**What is needed:** Filter these entries, keeping only lines that hold the word "გლობალ".

[Stored items]

-- Opening Marker --

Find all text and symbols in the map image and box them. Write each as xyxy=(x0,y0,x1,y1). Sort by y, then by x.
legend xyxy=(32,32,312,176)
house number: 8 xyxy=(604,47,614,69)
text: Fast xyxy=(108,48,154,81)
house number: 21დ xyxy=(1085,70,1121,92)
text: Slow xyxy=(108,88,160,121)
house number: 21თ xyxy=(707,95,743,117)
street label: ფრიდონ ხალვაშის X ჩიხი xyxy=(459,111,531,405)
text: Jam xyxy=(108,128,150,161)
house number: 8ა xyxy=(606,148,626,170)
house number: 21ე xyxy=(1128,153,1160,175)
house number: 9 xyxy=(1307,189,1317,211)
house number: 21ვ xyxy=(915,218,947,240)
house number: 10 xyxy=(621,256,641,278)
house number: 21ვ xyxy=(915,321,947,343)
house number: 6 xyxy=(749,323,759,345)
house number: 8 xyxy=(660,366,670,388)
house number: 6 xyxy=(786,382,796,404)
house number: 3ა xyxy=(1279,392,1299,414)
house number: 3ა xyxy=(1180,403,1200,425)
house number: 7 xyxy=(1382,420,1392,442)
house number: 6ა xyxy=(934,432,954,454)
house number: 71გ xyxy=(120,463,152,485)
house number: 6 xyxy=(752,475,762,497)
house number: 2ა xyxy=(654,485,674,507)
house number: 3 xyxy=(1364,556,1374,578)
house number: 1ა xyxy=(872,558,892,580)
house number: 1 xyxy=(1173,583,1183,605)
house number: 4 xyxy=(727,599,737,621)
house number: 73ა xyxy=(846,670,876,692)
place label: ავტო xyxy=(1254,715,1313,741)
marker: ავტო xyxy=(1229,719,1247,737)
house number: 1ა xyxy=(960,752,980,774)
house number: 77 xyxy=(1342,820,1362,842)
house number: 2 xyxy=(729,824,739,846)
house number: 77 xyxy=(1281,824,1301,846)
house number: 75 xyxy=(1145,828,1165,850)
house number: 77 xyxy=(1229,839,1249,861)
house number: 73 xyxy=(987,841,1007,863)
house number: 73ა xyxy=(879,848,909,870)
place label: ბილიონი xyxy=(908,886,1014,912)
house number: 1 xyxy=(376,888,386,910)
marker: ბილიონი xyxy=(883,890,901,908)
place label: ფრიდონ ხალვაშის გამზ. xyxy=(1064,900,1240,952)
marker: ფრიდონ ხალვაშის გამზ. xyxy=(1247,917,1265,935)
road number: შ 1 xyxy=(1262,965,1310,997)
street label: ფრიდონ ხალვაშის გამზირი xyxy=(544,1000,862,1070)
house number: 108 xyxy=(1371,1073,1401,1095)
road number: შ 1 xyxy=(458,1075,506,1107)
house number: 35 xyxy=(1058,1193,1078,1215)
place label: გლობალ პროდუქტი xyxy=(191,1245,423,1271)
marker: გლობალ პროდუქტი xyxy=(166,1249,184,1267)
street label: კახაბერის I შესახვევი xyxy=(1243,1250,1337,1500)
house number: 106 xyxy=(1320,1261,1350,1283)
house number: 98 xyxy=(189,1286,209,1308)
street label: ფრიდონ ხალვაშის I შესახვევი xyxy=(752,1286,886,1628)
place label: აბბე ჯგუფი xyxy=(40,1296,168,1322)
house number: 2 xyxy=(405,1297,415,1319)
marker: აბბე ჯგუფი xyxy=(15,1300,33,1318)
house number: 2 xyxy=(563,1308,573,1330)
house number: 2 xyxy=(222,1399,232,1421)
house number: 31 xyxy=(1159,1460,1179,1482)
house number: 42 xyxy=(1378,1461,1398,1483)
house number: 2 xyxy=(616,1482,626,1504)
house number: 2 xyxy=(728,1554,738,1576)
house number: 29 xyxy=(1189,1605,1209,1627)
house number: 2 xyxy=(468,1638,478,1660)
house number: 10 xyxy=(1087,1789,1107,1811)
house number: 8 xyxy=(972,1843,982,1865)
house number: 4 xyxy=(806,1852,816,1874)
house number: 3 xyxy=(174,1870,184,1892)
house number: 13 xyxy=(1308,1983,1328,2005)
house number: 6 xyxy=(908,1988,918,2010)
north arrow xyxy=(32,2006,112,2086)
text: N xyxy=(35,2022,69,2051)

-- Closing Marker --

**Completed exercise:**
place label: გლობალ პროდუქტი xyxy=(191,1245,423,1271)
marker: გლობალ პროდუქტი xyxy=(166,1249,184,1267)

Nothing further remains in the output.